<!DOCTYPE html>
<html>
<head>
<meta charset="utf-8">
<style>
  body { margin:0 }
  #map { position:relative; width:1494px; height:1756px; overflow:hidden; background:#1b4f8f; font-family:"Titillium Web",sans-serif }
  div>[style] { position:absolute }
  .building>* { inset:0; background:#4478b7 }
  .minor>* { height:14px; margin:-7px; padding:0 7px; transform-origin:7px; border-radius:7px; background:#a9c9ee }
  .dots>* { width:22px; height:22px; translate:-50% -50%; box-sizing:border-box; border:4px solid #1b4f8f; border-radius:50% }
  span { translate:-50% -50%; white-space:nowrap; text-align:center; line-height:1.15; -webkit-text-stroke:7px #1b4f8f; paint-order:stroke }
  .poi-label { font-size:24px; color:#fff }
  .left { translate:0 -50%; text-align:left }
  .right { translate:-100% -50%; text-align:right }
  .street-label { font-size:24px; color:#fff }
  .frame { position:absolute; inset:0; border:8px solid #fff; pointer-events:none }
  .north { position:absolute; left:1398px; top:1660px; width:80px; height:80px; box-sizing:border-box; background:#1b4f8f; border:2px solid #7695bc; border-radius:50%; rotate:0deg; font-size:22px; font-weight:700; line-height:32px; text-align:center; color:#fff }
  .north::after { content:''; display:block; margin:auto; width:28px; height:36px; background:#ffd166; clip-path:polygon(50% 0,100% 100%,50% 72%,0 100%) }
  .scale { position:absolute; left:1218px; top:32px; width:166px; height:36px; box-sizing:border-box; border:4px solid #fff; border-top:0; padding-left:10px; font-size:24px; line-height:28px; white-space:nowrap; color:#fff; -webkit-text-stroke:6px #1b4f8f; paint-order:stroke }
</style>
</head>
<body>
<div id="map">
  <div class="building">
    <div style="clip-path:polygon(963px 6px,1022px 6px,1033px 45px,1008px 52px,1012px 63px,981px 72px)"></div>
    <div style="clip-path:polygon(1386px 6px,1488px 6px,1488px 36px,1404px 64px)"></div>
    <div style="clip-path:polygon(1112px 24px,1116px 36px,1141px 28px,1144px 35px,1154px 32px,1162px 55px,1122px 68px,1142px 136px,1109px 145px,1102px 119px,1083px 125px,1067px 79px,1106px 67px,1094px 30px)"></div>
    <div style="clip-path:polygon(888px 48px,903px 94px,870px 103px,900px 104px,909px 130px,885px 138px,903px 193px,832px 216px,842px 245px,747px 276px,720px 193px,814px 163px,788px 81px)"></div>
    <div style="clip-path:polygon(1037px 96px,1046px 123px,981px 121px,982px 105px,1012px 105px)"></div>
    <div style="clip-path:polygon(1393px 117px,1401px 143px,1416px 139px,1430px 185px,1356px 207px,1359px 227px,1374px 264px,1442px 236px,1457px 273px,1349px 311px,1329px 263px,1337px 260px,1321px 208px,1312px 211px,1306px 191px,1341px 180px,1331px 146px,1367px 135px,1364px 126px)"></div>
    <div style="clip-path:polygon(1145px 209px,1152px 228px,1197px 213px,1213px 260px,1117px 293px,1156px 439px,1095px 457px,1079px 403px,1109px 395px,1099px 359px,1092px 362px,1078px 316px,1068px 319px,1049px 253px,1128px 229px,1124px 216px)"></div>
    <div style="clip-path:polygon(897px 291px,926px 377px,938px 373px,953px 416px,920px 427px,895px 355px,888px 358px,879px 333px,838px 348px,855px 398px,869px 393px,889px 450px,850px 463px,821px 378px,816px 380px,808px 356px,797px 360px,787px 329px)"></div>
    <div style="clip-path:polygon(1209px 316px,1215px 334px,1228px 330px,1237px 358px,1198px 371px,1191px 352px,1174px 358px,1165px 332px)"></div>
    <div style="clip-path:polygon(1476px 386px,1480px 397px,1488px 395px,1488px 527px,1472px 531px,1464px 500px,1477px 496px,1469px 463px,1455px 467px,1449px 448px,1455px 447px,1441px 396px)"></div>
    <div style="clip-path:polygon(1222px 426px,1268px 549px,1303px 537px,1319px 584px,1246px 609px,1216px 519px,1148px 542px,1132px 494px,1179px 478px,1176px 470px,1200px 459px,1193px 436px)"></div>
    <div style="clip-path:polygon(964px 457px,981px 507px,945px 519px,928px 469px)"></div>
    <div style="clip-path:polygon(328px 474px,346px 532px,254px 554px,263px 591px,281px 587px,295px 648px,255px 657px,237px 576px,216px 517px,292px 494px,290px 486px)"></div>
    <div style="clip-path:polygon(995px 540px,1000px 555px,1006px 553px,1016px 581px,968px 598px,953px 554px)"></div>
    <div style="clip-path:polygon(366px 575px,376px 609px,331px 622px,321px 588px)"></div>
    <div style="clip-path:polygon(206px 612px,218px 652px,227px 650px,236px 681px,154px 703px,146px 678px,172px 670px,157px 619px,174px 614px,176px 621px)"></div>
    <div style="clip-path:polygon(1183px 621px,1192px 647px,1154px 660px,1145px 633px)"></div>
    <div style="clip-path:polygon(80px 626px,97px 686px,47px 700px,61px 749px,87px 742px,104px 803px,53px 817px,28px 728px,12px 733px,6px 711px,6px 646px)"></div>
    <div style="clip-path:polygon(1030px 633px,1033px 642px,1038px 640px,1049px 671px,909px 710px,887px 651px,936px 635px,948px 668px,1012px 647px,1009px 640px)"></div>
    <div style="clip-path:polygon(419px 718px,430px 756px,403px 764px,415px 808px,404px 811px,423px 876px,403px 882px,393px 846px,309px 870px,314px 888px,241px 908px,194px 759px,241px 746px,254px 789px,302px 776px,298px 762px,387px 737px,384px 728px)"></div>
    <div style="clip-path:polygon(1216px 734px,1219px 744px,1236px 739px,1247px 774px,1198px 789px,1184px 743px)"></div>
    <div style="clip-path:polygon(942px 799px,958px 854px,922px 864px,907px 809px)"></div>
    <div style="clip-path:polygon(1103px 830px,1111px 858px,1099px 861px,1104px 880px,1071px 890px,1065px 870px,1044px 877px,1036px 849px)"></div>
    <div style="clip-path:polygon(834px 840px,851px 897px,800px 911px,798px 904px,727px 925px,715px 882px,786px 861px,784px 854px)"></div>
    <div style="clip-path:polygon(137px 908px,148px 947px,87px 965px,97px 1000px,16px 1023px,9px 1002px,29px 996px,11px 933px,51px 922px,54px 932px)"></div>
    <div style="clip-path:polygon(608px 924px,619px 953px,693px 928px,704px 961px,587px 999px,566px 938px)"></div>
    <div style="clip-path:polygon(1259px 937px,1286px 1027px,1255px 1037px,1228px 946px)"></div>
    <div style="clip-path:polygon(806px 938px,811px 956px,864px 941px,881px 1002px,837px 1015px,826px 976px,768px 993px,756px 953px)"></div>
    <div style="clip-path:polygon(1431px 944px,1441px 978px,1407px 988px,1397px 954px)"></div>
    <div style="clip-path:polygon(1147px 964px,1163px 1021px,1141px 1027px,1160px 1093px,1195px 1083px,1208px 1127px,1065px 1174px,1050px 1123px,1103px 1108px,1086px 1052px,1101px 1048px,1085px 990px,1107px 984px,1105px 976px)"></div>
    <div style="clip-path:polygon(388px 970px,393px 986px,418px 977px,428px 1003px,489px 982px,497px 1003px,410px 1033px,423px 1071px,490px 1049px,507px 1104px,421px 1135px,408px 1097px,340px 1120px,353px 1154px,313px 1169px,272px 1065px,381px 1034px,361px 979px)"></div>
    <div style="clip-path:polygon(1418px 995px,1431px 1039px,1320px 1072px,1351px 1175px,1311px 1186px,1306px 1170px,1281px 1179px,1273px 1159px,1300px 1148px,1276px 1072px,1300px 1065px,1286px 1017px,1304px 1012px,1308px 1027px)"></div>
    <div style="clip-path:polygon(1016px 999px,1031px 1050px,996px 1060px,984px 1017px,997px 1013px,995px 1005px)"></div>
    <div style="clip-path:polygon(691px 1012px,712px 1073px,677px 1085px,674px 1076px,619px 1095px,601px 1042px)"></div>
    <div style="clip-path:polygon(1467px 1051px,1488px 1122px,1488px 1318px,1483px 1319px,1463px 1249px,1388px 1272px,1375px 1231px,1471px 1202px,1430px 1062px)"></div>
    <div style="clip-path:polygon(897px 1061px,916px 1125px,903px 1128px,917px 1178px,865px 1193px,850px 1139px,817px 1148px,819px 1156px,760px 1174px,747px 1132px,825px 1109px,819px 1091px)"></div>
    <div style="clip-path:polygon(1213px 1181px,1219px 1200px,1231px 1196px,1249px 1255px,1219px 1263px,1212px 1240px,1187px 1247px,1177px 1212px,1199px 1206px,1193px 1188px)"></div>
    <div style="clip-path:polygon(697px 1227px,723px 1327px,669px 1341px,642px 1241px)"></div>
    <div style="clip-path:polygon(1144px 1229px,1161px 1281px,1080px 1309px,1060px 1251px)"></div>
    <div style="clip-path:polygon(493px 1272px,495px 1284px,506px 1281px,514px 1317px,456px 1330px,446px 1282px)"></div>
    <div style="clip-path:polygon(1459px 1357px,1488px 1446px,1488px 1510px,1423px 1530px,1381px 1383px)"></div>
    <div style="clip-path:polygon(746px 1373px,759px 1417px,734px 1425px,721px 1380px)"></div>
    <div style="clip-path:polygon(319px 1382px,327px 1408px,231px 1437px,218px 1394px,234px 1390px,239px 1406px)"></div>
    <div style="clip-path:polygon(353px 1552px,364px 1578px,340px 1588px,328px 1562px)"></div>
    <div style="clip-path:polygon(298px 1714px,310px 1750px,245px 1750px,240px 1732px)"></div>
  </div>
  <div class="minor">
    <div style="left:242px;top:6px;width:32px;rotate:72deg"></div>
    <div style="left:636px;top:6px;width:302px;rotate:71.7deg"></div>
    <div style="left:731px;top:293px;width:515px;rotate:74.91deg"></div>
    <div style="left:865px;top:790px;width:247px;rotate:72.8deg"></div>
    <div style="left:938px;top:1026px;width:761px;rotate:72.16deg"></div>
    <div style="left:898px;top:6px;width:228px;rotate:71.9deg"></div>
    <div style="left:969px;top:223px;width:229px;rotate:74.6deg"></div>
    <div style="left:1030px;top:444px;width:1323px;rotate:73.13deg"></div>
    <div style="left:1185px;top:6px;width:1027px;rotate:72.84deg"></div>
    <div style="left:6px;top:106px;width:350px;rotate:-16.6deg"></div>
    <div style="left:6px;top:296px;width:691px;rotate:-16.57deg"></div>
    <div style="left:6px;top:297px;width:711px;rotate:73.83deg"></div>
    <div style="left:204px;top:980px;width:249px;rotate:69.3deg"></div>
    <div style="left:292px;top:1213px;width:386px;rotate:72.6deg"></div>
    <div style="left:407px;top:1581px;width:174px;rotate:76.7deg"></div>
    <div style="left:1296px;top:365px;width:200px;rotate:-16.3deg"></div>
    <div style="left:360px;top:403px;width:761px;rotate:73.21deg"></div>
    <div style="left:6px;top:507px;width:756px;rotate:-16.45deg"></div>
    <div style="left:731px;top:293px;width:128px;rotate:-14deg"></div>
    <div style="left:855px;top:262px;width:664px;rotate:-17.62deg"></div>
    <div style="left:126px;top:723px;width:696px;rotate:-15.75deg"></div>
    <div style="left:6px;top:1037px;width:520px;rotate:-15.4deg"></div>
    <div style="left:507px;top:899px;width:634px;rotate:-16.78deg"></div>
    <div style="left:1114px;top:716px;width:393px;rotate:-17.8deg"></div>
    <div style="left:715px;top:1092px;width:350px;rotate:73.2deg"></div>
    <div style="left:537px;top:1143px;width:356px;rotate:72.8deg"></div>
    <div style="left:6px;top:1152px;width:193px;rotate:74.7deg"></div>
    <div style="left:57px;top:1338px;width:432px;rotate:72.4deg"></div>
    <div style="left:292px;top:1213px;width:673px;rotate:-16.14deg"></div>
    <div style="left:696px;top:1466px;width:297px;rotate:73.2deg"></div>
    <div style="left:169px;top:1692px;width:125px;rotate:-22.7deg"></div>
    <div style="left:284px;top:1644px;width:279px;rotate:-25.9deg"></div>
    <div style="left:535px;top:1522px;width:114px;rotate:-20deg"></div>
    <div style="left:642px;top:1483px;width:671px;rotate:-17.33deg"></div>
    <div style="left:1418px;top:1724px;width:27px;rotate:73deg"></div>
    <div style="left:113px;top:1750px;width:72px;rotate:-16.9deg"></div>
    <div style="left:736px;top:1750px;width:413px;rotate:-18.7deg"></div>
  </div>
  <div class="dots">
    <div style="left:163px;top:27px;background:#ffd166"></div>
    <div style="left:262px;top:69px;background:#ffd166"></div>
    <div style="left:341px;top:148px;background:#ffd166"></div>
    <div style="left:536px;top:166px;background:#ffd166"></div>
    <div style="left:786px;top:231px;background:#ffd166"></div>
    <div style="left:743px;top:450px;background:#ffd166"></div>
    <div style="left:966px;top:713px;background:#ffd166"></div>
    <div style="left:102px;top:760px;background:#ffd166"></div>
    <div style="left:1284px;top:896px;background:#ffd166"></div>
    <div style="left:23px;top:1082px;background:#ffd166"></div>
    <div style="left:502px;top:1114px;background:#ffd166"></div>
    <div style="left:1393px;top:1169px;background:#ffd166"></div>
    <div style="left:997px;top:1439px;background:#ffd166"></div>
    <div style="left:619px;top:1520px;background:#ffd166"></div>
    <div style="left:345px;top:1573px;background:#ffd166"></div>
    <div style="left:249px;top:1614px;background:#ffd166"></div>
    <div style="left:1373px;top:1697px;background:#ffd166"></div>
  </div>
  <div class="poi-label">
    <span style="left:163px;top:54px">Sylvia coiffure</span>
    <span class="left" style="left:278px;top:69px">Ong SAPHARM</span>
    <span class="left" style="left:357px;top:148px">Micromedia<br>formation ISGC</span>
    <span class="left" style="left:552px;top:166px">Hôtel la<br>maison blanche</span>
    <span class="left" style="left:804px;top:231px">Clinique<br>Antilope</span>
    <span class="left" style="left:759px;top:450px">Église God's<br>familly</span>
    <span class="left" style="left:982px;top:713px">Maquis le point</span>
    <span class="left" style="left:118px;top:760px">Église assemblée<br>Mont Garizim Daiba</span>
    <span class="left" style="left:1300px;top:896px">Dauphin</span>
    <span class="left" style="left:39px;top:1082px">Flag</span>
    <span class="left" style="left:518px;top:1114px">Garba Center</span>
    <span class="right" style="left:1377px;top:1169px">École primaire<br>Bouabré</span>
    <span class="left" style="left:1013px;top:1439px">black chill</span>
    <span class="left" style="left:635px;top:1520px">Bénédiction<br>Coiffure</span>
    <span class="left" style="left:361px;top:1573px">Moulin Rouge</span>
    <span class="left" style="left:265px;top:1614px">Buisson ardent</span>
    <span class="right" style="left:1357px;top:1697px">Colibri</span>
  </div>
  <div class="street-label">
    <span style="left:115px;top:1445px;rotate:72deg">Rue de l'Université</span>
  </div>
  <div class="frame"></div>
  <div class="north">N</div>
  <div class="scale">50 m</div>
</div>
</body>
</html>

== Try it ==
The output should be exactly the lines above from the line containing "translate:0 -50%; text-align:left" to the line containing "position:absolute; left:1398px; top:1660px;", inclusive, with no other lines.

== Output for this exercise ==
  .left { translate:0 -50%; text-align:left }
  .right { translate:-100% -50%; text-align:right }
  .street-label { font-size:24px; color:#fff }
  .frame { position:absolute; inset:0; border:8px solid #fff; pointer-events:none }
  .north { position:absolute; left:1398px; top:1660px; width:80px; height:80px; box-sizing:border-box; background:#1b4f8f; border:2px solid #7695bc; border-radius:50%; rotate:0deg; font-size:22px; font-weight:700; line-height:32px; text-align:center; color:#fff }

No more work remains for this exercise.